Part of the on-going project Back To The Land
On my first few days in Val Maire, Saskatchewan I continued my pursuit in finding people with interesting stories. I managed to find Wes Olson randomly by one of the ladies that runs the coffee shop at the local museum just off the main highway as you pull into Val Marie. Usually when I decide to stay in a town for an extended period of time, I usually hit up the local spots getting a good feel for the area and the people who call each town home. As I ordered just a drip coffee from the lady at the counter, I also asked her about various people in the town and if she knew anyone that stuck out in her mind within the community who had an interesting story to tell. She immediately mentioned two men, Wes Olson and Jim Commodore - I'll get to Jim in a later blog. She gave me Wes's phone number and once I finished my coffee I immediately gave him a call. We spoke on the phone briefly, I told him what I was doing, my intentions and if he was willing to have his photograph taken. Wes was intrigued and we made arrangements to meet at his home to talk about it more which was just down the street. When I first met Wes I was quite surprised how tall he was as I'm sure most people are. He had a gentle face with the most amazing cowboy moustache you have ever seen. I also met his wife Johanne who was very kind and made me tea as the three of us talked more about my Back To The Land project.

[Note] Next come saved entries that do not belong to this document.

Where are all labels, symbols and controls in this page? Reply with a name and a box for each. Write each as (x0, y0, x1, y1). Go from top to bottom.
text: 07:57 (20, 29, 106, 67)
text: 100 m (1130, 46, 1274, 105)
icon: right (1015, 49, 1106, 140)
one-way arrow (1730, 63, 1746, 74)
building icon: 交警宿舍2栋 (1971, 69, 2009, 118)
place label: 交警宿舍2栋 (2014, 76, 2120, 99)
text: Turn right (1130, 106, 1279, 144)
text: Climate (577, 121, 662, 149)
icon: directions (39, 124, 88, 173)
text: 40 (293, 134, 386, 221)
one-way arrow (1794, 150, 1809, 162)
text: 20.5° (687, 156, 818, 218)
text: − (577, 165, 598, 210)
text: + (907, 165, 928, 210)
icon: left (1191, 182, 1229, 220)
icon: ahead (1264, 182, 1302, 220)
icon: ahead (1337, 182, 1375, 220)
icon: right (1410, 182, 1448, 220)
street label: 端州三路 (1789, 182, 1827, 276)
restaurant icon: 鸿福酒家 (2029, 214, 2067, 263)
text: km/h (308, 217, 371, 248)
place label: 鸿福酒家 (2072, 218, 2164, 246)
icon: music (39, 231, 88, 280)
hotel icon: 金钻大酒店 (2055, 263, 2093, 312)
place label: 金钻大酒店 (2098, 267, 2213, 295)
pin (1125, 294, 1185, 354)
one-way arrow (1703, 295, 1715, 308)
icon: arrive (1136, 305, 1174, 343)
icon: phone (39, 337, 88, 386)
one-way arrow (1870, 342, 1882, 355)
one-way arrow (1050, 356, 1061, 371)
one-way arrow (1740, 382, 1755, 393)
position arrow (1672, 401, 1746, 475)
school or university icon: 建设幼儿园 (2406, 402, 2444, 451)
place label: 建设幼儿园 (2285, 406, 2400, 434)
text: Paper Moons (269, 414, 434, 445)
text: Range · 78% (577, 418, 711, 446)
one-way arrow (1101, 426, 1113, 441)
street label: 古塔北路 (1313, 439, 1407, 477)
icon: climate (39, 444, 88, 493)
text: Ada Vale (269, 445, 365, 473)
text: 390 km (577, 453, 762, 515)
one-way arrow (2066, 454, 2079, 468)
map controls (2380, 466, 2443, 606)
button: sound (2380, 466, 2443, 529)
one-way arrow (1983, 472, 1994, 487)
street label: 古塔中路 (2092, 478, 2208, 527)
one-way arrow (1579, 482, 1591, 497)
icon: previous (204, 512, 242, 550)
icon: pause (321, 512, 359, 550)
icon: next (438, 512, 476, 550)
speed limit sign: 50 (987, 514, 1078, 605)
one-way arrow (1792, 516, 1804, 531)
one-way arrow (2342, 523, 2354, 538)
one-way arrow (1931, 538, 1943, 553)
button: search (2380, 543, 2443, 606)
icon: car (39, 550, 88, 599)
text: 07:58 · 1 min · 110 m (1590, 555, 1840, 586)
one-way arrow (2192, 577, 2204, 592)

It turns out Wes Olson is quite the "go to guy" when it comes to anything Bison. Already retired, he has worked with bison for over 30 years which has taken him across the country and globe working with various species of Bison. This knowledge that Wes has gained started by growing up in and around the outdoors his entire life. He worked as a wildlife technician for the Yukon government for several years, then in 1981 worked for Parks Canada as a National Park Warden in Banff, Waterton Lakes, Elk Island, Prince Albert and Grasslands National Parks retiring in 2012. On top of all this, Wes is also an incredible artist with his inspiration coming from the natural world that has surrounded him his whole life. If you want to see more of Wes Olsen's work you can visit his website here.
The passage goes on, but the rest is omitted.